The weekend has passed, and I've held off on drinking, which is a feat for me; I can't honestly recall the last weekend that I didn't at least have a beer or two. I don't often drink to get drunk, but I'll usually have at least two drinks over the course of a weekend night. My friends usually drink as well; but what is the point? Do I really need these chemicals in order to have a good time?

Well, of course I know that the answer is no, but it is a habit, and drinking does bring on a delightful hazy state. It puts the mind to rest, lowers our inhibitions, and allows us to relax. Beyond that, I've developed a taste for beer. The first time I ever had a beer, I thought it was completely vile. Now, I actually crave the flavor of a good beer.

I've gotten a little bit of ribbing from my friends these past days because I'm getting diet cokes instead of rum and cokes, but it really hasn't been much of an issue. And while I've been tempted to have a drink, the pressure hasn't been overwhelming to the point where I considered throwing in the towel.
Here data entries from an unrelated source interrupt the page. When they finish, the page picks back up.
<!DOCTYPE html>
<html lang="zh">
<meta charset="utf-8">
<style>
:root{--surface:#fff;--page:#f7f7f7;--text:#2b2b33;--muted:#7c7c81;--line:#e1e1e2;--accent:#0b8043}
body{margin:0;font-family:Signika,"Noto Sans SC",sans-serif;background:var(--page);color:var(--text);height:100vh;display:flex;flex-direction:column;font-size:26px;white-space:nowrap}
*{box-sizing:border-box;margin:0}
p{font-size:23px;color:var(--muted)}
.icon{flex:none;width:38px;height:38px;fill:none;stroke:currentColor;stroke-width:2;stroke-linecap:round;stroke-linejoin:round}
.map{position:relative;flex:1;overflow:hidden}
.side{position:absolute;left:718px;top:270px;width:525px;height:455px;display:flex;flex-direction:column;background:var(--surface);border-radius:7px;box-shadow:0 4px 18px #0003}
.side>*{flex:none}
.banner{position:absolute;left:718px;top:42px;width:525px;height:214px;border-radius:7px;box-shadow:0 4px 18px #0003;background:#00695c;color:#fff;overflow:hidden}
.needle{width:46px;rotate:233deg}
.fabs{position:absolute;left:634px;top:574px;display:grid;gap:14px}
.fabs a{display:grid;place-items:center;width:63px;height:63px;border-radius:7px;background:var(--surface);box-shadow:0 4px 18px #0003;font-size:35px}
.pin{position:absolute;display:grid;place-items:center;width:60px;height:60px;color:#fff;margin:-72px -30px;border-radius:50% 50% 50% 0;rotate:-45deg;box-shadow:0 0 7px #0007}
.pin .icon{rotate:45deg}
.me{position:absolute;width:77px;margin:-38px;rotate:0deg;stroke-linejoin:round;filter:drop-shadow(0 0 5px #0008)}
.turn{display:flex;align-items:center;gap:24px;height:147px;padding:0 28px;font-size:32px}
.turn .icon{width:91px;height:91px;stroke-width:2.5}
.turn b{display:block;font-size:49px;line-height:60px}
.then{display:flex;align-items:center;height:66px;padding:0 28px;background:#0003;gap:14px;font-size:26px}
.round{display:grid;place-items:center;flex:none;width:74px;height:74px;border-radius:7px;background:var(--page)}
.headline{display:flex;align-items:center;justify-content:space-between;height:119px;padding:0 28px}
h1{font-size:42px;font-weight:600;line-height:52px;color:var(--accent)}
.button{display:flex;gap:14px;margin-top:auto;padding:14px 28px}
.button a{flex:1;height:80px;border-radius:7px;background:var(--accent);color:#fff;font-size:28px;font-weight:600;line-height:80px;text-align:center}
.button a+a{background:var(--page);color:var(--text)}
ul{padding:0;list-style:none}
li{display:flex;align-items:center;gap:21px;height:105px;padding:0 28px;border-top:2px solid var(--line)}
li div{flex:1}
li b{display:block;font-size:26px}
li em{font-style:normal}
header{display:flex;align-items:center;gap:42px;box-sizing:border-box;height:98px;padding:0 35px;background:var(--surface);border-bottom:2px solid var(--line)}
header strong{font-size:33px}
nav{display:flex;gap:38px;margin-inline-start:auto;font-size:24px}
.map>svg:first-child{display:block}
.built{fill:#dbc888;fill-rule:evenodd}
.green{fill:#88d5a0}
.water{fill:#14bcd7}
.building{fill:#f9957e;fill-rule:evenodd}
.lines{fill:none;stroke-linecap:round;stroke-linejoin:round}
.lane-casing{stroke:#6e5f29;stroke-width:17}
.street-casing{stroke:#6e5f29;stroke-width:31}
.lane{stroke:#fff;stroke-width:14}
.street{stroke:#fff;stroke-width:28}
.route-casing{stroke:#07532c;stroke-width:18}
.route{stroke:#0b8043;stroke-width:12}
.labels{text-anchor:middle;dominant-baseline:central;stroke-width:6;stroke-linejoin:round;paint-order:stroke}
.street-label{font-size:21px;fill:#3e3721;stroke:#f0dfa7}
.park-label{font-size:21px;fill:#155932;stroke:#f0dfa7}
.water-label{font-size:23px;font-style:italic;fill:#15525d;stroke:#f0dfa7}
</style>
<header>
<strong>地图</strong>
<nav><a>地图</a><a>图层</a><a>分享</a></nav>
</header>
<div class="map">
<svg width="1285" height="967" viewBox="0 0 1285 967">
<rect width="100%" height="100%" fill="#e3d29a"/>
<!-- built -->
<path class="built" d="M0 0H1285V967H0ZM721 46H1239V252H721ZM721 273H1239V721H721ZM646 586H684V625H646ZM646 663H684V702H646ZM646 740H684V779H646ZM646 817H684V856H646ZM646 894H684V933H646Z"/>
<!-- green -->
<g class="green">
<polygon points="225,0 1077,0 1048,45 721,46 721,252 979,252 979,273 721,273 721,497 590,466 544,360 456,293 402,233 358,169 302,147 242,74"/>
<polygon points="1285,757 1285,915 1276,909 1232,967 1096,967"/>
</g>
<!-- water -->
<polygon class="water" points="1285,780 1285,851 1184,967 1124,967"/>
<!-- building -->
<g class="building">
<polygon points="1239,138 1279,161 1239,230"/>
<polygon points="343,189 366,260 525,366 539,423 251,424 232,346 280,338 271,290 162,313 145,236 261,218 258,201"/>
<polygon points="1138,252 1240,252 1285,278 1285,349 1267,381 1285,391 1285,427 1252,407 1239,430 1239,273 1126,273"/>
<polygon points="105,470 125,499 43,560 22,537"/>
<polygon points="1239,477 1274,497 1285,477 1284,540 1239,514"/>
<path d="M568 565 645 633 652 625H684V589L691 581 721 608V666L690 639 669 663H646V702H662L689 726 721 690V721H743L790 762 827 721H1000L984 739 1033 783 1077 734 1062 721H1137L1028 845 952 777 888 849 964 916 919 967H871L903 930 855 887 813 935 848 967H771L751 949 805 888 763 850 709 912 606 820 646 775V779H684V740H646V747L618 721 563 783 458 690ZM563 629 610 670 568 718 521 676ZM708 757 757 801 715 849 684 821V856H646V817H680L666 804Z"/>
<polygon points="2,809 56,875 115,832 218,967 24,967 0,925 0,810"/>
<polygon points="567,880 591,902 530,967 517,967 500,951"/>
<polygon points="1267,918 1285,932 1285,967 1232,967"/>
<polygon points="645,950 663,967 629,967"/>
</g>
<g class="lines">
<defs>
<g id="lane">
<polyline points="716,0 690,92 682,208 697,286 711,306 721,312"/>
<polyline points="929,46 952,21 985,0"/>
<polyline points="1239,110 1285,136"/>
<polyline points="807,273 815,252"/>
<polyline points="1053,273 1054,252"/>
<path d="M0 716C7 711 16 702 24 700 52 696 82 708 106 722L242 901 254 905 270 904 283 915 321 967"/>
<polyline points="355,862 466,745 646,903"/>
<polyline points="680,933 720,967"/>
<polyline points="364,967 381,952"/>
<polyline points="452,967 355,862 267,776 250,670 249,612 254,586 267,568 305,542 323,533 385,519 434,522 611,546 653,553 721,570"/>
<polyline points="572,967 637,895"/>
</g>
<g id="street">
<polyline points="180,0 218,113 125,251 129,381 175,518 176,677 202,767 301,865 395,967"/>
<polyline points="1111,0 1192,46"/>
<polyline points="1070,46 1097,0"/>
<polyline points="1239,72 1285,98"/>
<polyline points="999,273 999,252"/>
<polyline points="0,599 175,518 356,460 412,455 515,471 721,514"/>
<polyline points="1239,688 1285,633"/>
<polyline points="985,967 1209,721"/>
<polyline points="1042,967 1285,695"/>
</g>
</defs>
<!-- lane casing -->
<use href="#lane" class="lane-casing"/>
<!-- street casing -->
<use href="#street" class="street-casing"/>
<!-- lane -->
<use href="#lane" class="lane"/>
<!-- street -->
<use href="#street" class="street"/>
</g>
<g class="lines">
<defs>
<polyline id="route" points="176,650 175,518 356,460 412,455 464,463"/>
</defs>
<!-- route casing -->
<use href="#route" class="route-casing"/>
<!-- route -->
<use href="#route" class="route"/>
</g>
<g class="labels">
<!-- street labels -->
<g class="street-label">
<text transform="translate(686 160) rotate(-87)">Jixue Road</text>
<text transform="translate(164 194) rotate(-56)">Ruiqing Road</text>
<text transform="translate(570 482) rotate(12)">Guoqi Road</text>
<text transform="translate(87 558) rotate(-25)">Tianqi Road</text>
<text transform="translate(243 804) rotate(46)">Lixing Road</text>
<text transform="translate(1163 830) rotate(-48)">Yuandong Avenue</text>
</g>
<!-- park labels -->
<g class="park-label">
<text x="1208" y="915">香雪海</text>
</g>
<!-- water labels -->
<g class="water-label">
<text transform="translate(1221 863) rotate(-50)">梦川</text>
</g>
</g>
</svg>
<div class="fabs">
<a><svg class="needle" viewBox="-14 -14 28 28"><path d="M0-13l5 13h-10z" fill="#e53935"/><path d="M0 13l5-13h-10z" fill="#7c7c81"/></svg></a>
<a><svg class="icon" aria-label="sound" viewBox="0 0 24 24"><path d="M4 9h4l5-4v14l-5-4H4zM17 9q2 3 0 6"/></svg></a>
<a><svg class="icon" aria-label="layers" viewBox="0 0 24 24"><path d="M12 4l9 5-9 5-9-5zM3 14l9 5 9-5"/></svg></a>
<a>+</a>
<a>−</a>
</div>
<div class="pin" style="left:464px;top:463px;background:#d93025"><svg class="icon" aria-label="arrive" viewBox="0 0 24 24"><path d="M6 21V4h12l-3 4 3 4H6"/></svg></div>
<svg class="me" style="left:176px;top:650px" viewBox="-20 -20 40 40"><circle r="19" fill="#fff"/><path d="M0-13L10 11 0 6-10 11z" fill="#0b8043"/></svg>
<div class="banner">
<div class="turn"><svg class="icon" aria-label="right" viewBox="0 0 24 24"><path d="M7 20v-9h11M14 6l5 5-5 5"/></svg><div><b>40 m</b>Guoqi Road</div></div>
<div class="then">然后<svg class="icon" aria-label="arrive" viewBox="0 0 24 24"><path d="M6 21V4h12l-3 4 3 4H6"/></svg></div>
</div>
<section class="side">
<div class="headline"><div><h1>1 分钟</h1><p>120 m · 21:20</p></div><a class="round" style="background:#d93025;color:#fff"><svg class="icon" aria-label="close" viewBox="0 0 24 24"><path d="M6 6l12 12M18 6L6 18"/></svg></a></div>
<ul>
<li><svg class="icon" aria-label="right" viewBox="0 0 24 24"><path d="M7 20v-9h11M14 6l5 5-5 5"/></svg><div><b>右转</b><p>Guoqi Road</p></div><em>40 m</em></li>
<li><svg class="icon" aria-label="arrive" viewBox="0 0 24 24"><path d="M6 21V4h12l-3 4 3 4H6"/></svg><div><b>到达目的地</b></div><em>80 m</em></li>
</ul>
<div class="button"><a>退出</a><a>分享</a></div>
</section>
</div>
Basically, drinking is a crutch. It allows me to do things that I wouldn't have the courage to do otherwise. For example, dancing. Dancing is fun, and I don't mind it; but I'm unlikely to dance unless I've had quite a bit to drink, because I am worried about 'looking cool.' I'm quite aware that I am not a super-awesome dancer, but when I am out with friends, honestly, who cares?

The fact of the matter is though, that I care too much what random strangers think, and what my friends think. I don't take enough chances and risks. I don't live enough. Getting rid of drinking really allows me to focus on these shortcomings, and hopefully will lead me further on my path of self-improvement.